Re: [PATCH 03/11] dumb-http: store downloaded pack idx as tempfile

Taylor Blau <me@xxxxxxxxxxxx> · Fri, 25 Oct 2024 17:18:51 -0400

On Fri, Oct 25, 2024 at 02:58:06AM -0400, Jeff King wrote:
> This patch fixes a regression in b1b8dfde69 (finalize_object_file():
> implement collision check, 2024-09-26) where fetching a v1 pack idx file
> over the dumb-http protocol would cause the fetch to fail.
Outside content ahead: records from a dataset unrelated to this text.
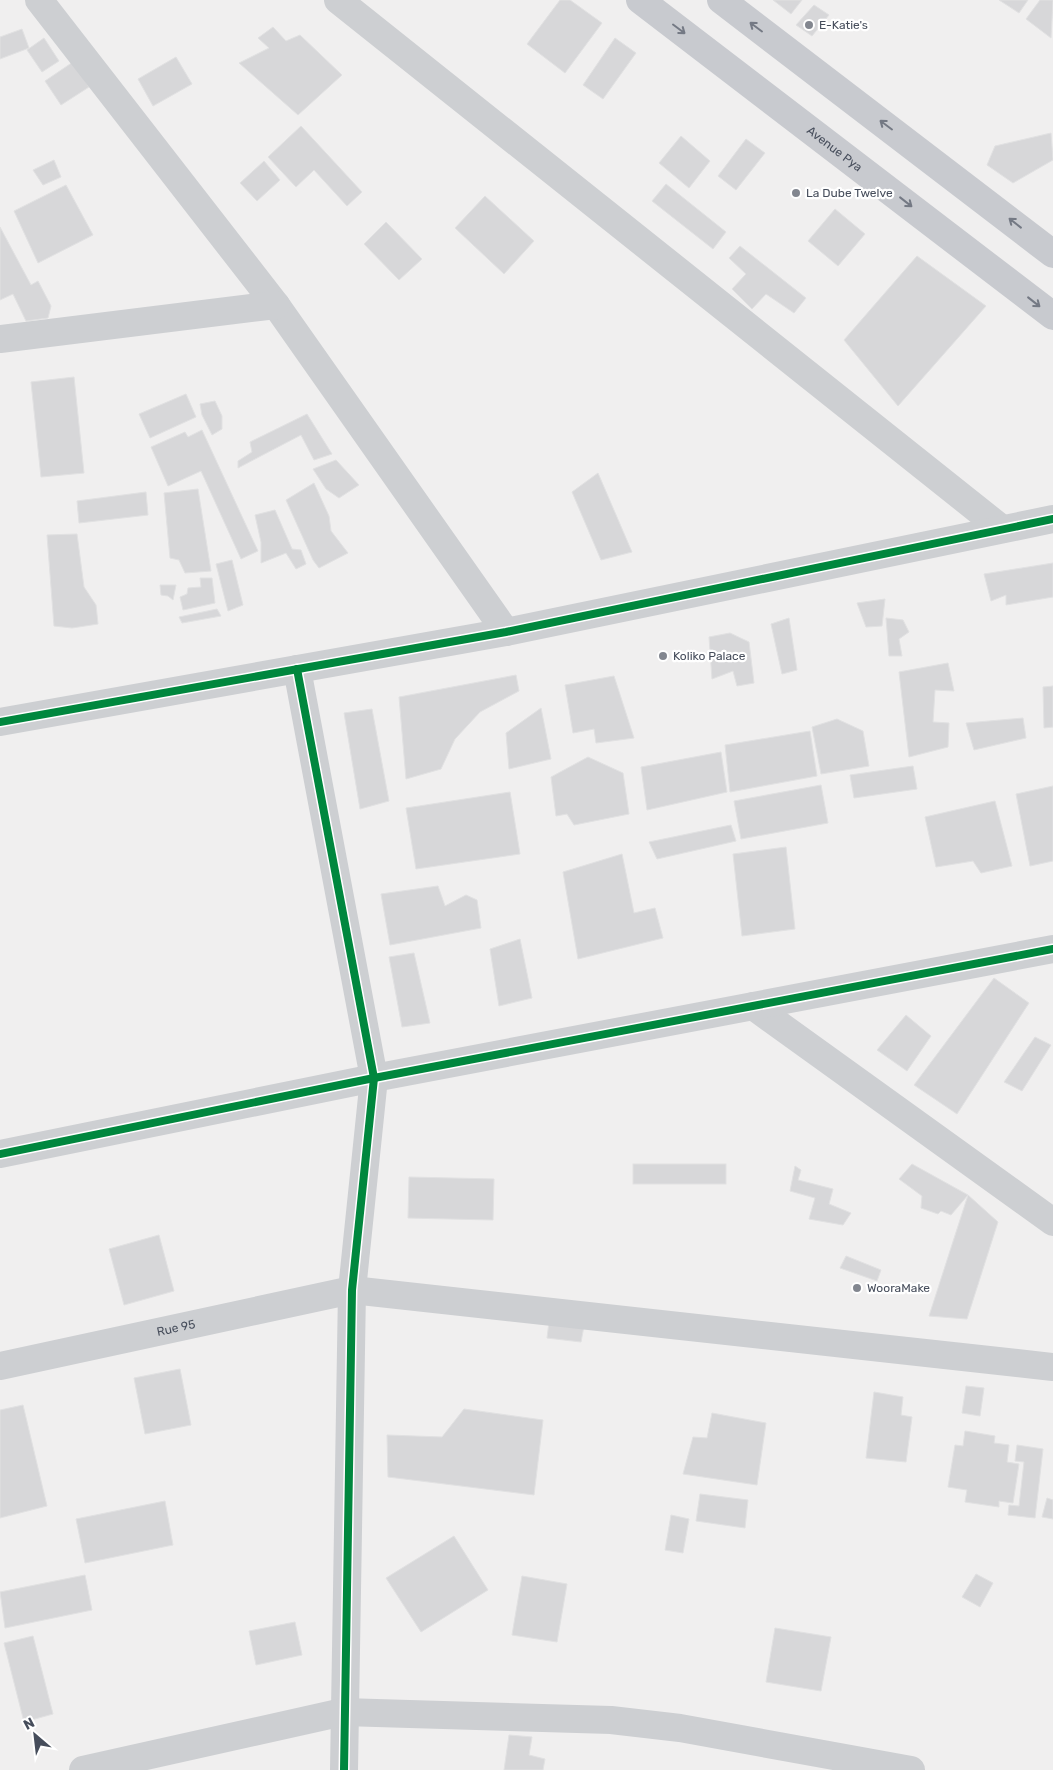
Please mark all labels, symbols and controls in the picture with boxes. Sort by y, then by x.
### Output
place label: E-Katie's [819,18,868,32]
marker: E-Katie's [803,19,815,31]
one-way arrow [749,22,763,32]
one-way arrow [672,24,685,35]
one-way arrow [880,119,893,130]
street label: Avenue Pya [804,123,865,174]
place label: La Dube Twelve [806,186,893,200]
marker: La Dube Twelve [790,187,802,199]
one-way arrow [899,197,912,208]
one-way arrow [1009,218,1022,229]
one-way arrow [1027,297,1041,307]
place label: Koliko Palace [673,649,746,663]
marker: Koliko Palace [657,650,669,662]
place label: WooraMake [867,1281,930,1295]
marker: WooraMake [851,1282,863,1294]
street label: Rue 95 [155,1317,197,1339]
north arrow [10,1710,60,1760]
text: N [21,1714,38,1734]

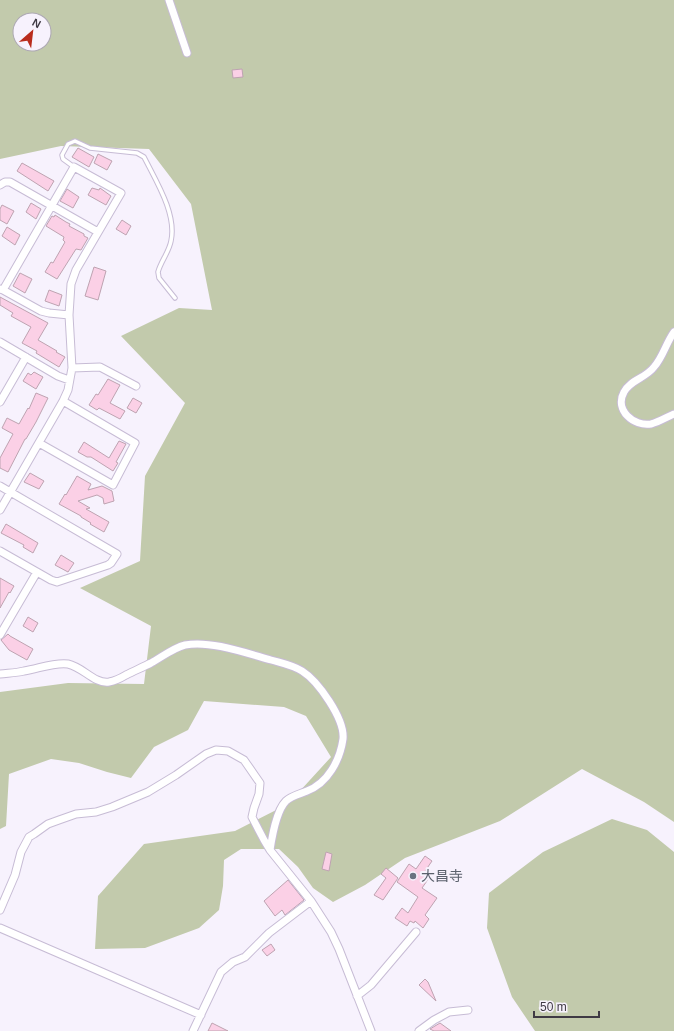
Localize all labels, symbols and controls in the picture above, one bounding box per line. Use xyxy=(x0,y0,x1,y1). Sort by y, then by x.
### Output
north arrow xyxy=(12,12,52,52)
text: N xyxy=(30,16,43,30)
place label: 大昌寺 xyxy=(421,868,463,884)
marker: 大昌寺 xyxy=(408,871,418,881)
scale bar xyxy=(534,993,599,1019)
text: 50 m xyxy=(540,1000,567,1014)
Makes sense, and matches our discussion from elsewhere on the list
sometime last week.

> There are a few options to fix it:
>
>   - we could teach index-pack a command-line option to ignore only pack
>     idx collisions, and use it when the dumb-http code invokes
>     index-pack. This would be an awkward thing to expose users to and
>     would involve a lot of boilerplate to get the option down to the
>     collision code.
>
>   - we could delete the remote .idx file right before running
>     index-pack. It should be redundant at that point (since we've just
>     downloaded the matching pack). But it feels risky to delete
>     something from our own .git/objects based on what the other side has
>     said. I'm not entirely positive that a malicious server couldn't lie
>     about which pack-$hash.idx it has and get us to delete something
>     precious.
>
>   - we can stop co-mingling the downloaded idx files in our local
>     objects directory. This is a slightly bigger change but I think
>     fixes the root of the problem more directly.
>
> This patch implements the third option. The big design questions are:
> where do we store the downloaded files, and how do we manage their
> lifetimes?

Yep, the third option is definitely the most sensible here.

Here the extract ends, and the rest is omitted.